From the line with "I am building" down to the final line of the material below, quote every line exactly and leave out all lines before it.

==== RECORDS SUPPLIED ====

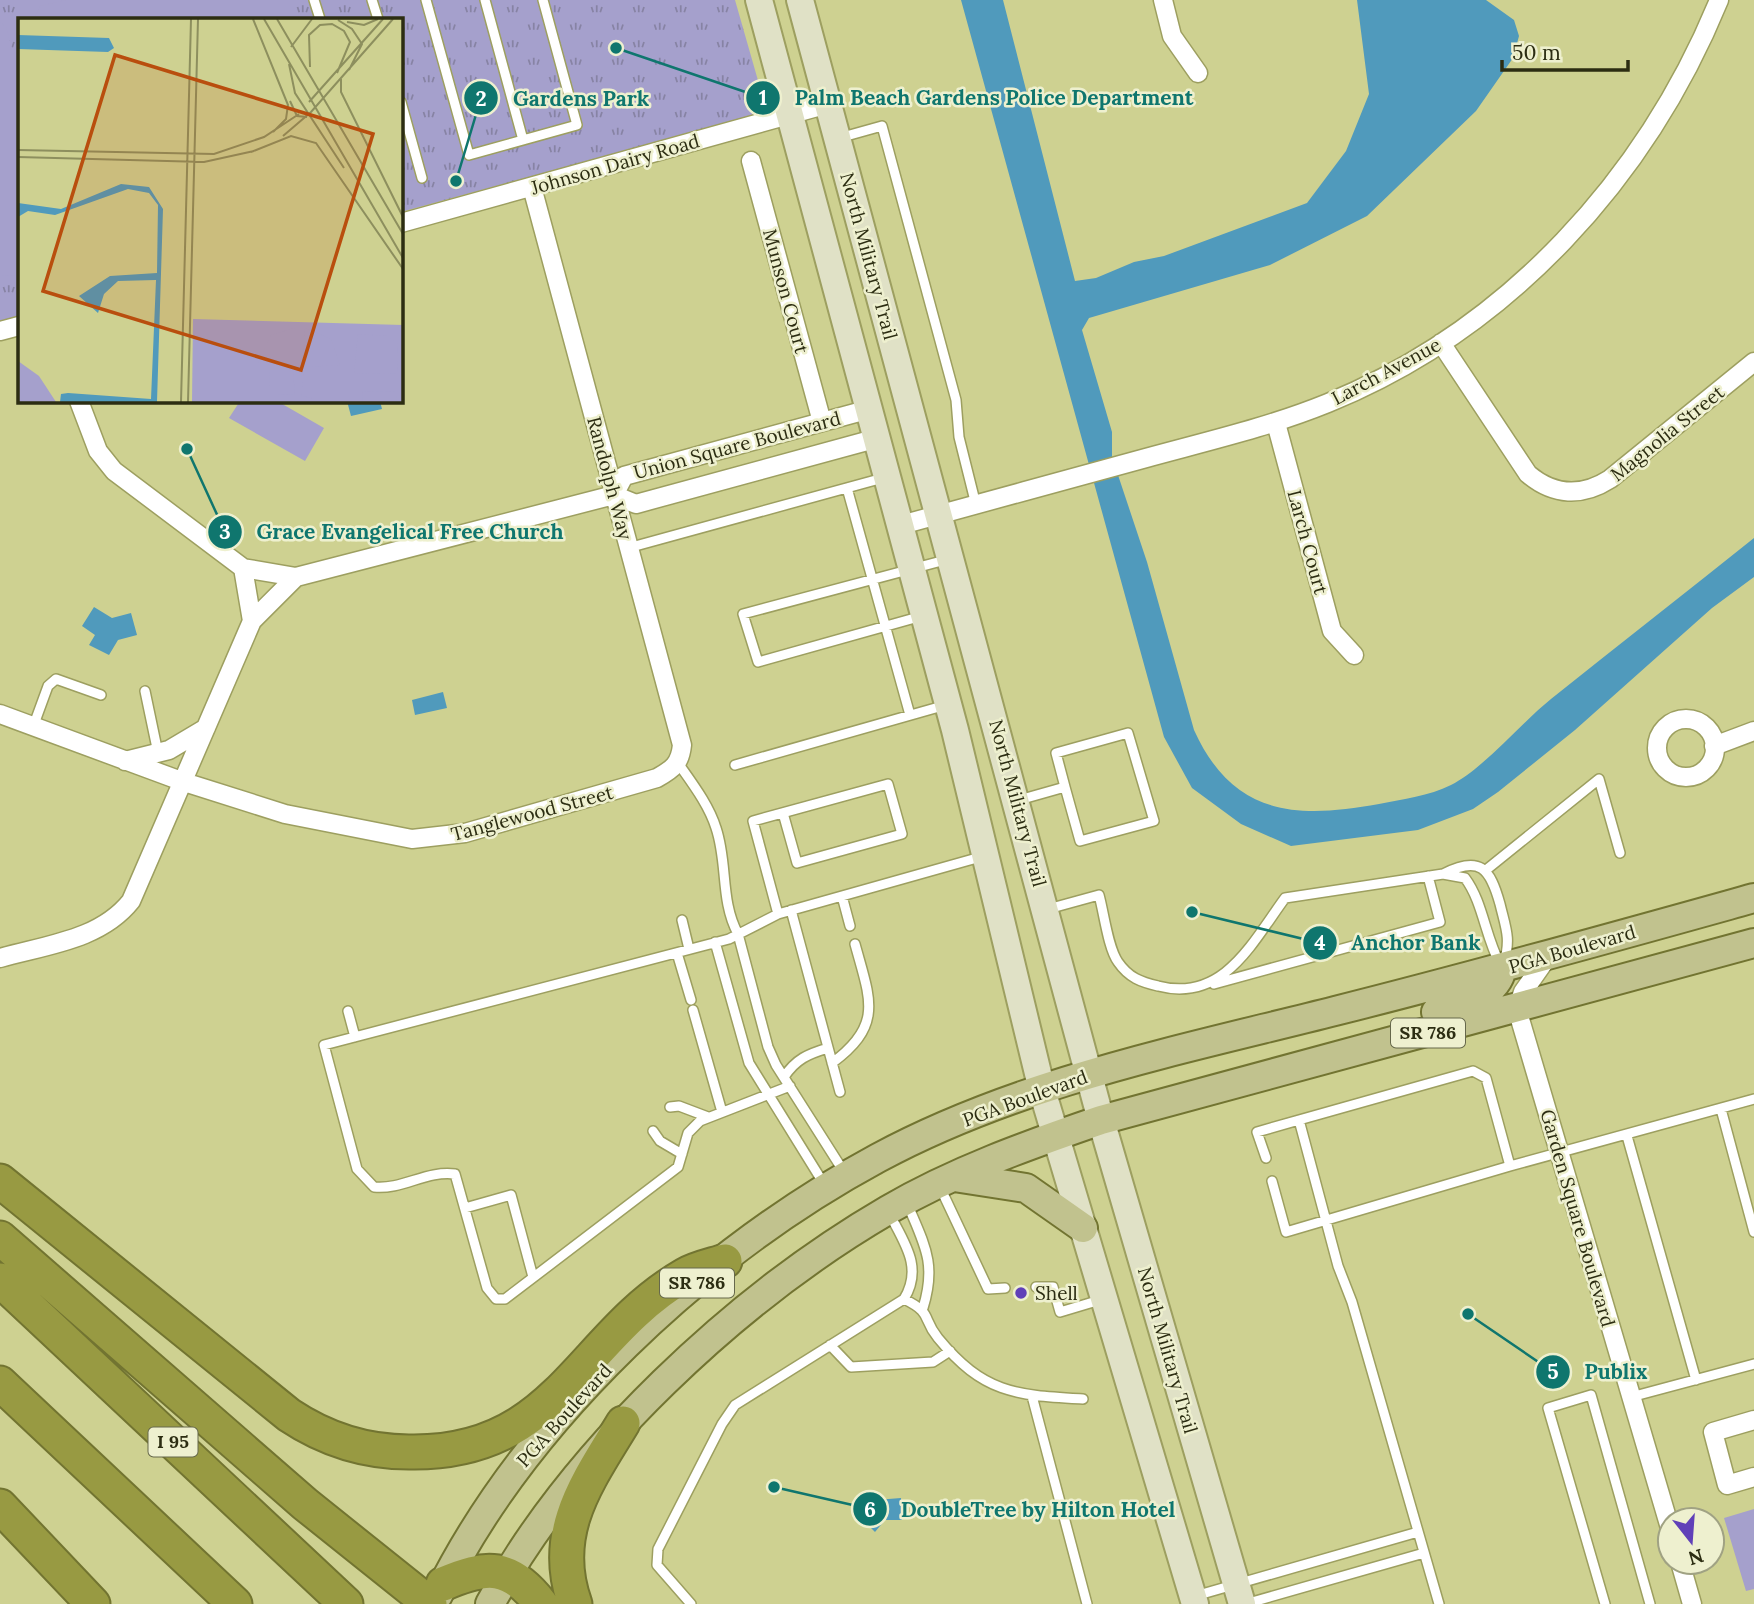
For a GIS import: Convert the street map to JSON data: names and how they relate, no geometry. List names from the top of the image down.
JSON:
{
  "streets": {
    "highway": ["I 95"],
    "main road": ["North Military Trail", "PGA Boulevard", "SR 786"],
    "street": [
      "Johnson Dairy Road",
      "Munson Court",
      "Larch Avenue",
      "Magnolia Street",
      "Union Square Boulevard",
      "Randolph Way",
      "Larch Court",
      "Tanglewood Street",
      "Garden Square Boulevard"
    ]
  },
  "crossings": [
    ["Johnson Dairy Road", "North Military Trail"],
    ["Johnson Dairy Road", "Randolph Way"],
    ["North Military Trail", "Larch Avenue"],
    ["North Military Trail", "Union Square Boulevard"],
    ["North Military Trail", "PGA Boulevard"],
    ["North Military Trail", "SR 786"],
    ["Munson Court", "Union Square Boulevard"],
    ["Larch Avenue", "Magnolia Street"],
    ["Larch Avenue", "Larch Court"],
    ["Union Square Boulevard", "Randolph Way"],
    ["Randolph Way", "Tanglewood Street"],
    ["SR 786", "Garden Square Boulevard"]
  ],
  "places": [
    "Palm Beach Gardens Police Department",
    "Gardens Park",
    "Grace Evangelical Free Church",
    "Anchor Bank",
    "Shell",
    "Publix",
    "DoubleTree by Hilton Hotel"
  ],
  "scale_bar": "50 m",
  "north": "bottom"
}
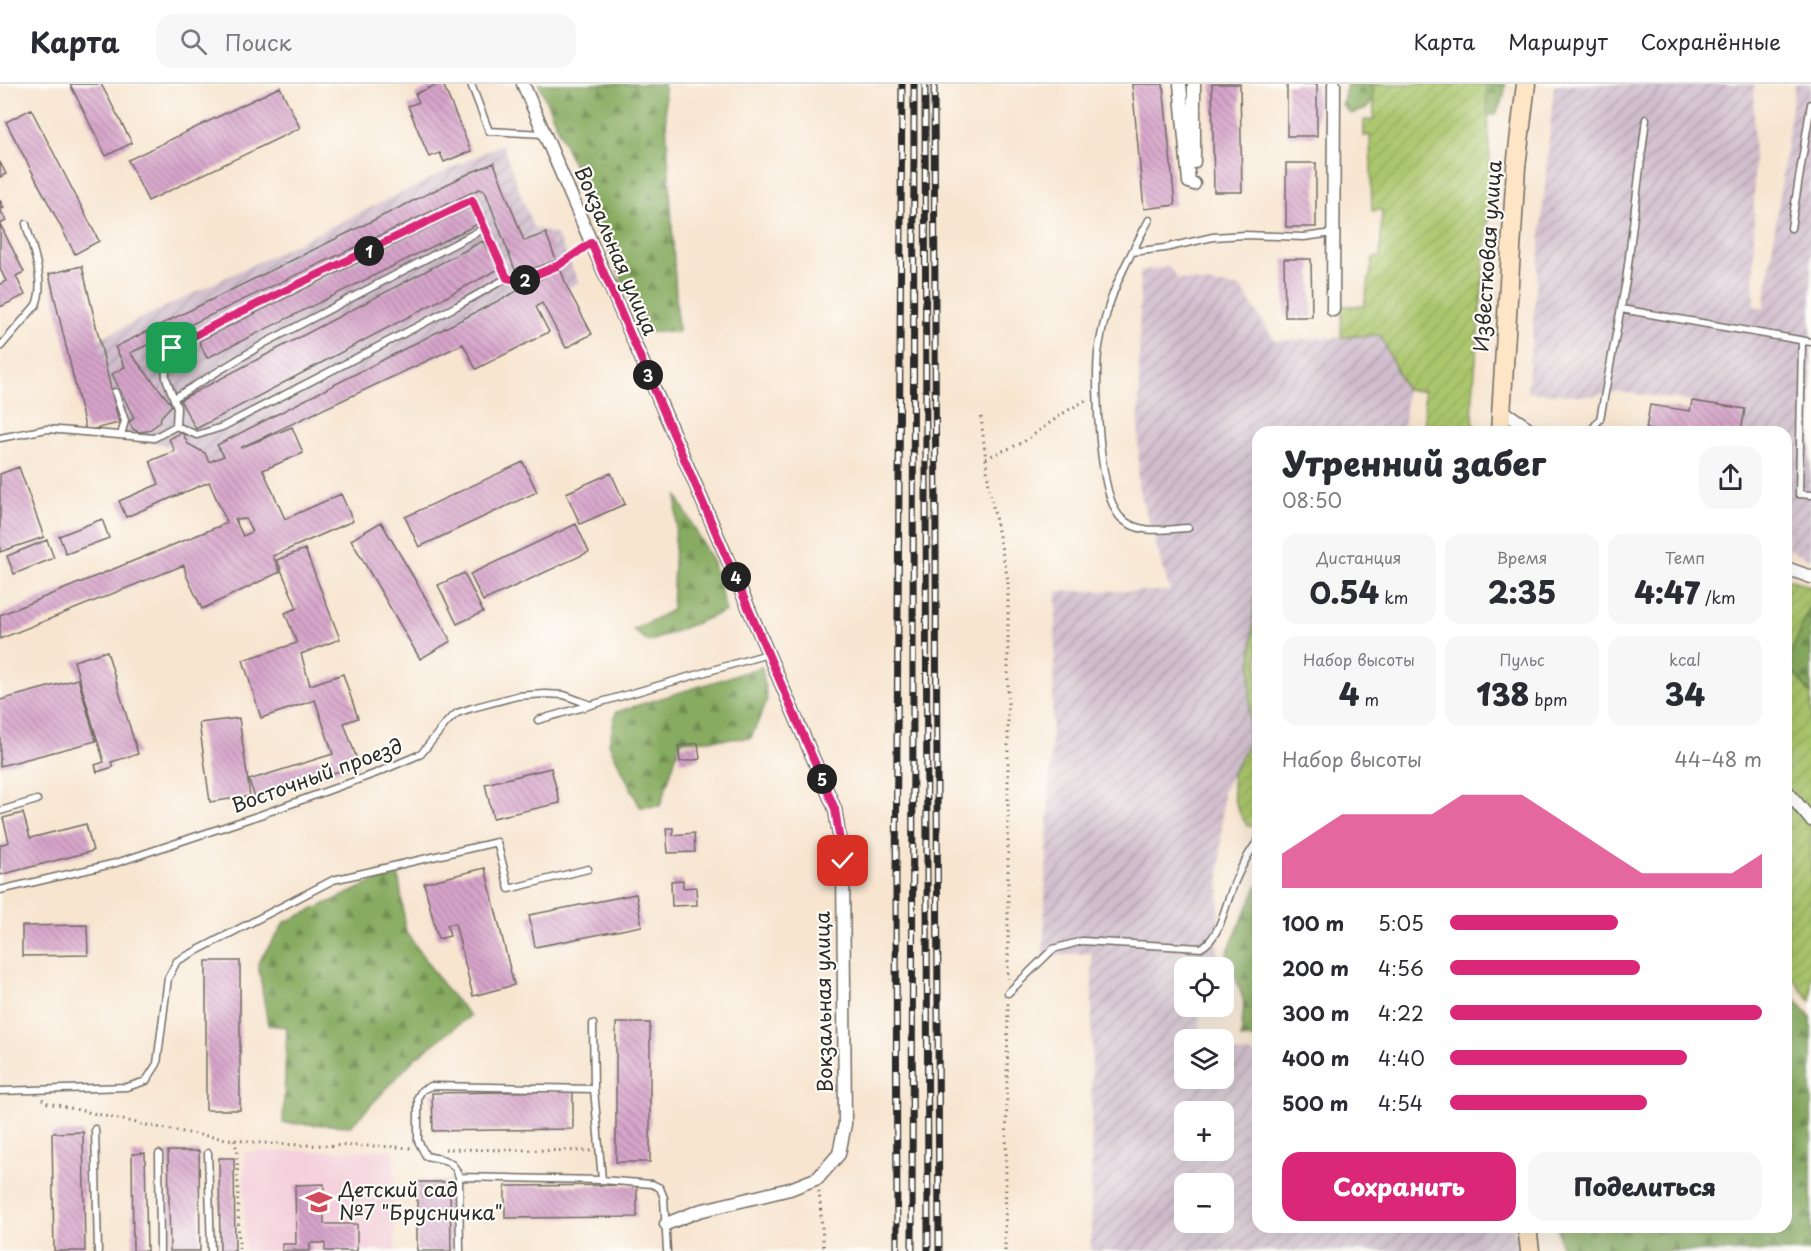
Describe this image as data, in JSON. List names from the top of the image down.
{
  "streets": {
    "main road": ["Известковая улица"],
    "street": ["Вокзальная улица"],
    "lane": ["Восточный проезд"]
  },
  "places": {
    "school or university": ["Детский сад №7 \"Брусничка\""]
  },
  "page": {
    "header": "Карта",
    "search": "Поиск",
    "nav": ["Карта", "Маршрут", "Сохранённые"],
    "pins": [
      "1",
      "2",
      "3",
      "4",
      "5"
    ],
    "heading": ["Утренний забег", "08:50"],
    "stats": [
      ["Дистанция", "0.54 km"],
      ["Время", "2:35"],
      ["Темп", "4:47 /km"],
      ["Набор высоты", "4 m"],
      ["Пульс", "138 bpm"],
      ["kcal", "34"]
    ],
    "chart": ["Набор высоты", "44–48 m"],
    "list": [
      {
        "name": "100 m",
        "note": "5:05"
      },
      {
        "name": "200 m",
        "note": "4:56"
      },
      {
        "name": "300 m",
        "note": "4:22"
      },
      {
        "name": "400 m",
        "note": "4:40"
      },
      {
        "name": "500 m",
        "note": "4:54"
      }
    ],
    "map_buttons": ["+", "−"],
    "buttons": ["Сохранить", "Поделиться"]
  }
}
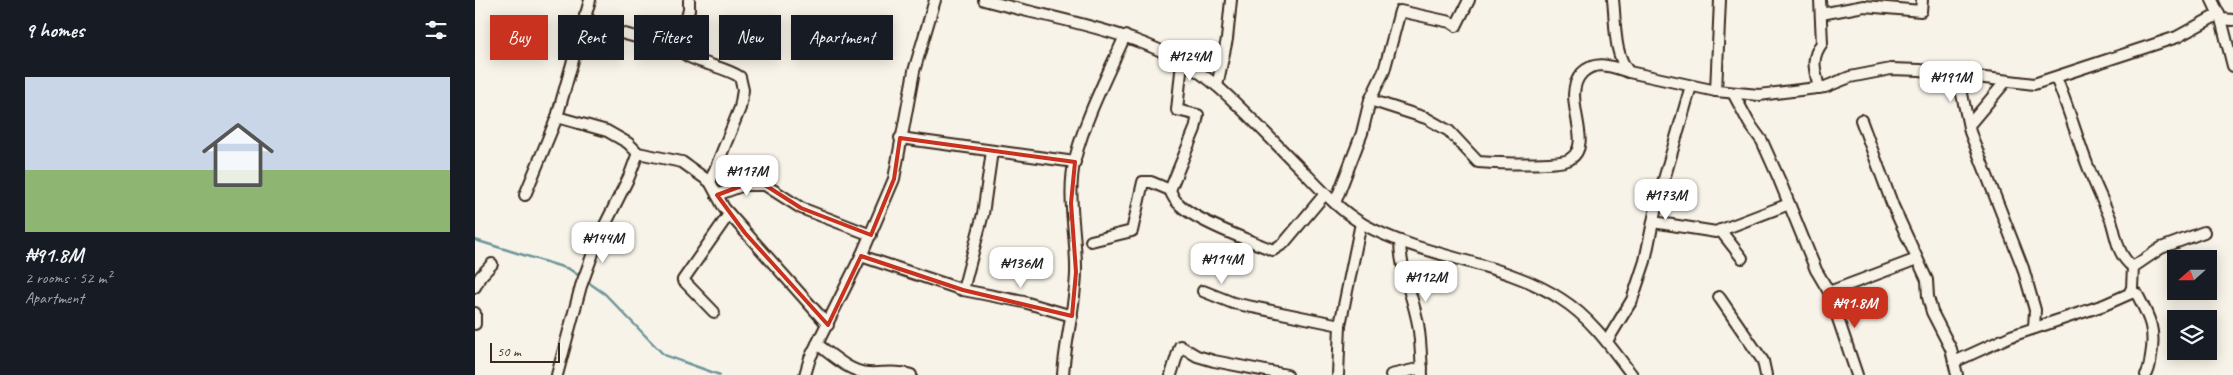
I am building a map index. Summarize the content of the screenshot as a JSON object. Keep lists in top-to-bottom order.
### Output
{
  "scale_bar": "50 m",
  "north": "left",
  "page": {
    "heading": "9 homes",
    "chip": [
      "Buy",
      "Rent",
      "Filters",
      "New",
      "Apartment"
    ],
    "price": [
      "₦124M",
      "₦191M",
      "₦117M",
      "₦173M",
      "₦144M",
      "₦114M",
      "₦136M",
      "₦112M",
      "₦91.8M"
    ],
    "list": [
      {
        "name": "₦91.8M",
        "note": "2 rooms · 52 m² · Apartment"
      }
    ],
    "scale": "50 m"
  }
}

====

- **WRITTEN RESPONSE**
I am building a map index. Summarize the content of the screenshot as a JSON object. Keep lists in top-to-bottom order.
### Output
{
  "scale_bar": "50 m",
  "north": "left",
  "page": {
    "heading": "9 homes",
    "chip": [
      "Buy",
      "Rent",
      "Filters",
      "New",
      "Apartment"
    ],
    "price": [
      "₦124M",
      "₦191M",
      "₦117M",
      "₦173M",
      "₦144M",
      "₦114M",
      "₦136M",
      "₦112M",
      "₦91.8M"
    ],
    "list": [
      {
        "name": "₦91.8M",
        "note": "2 rooms · 52 m² · Apartment"
      }
    ],
    "scale": "50 m"
  }
}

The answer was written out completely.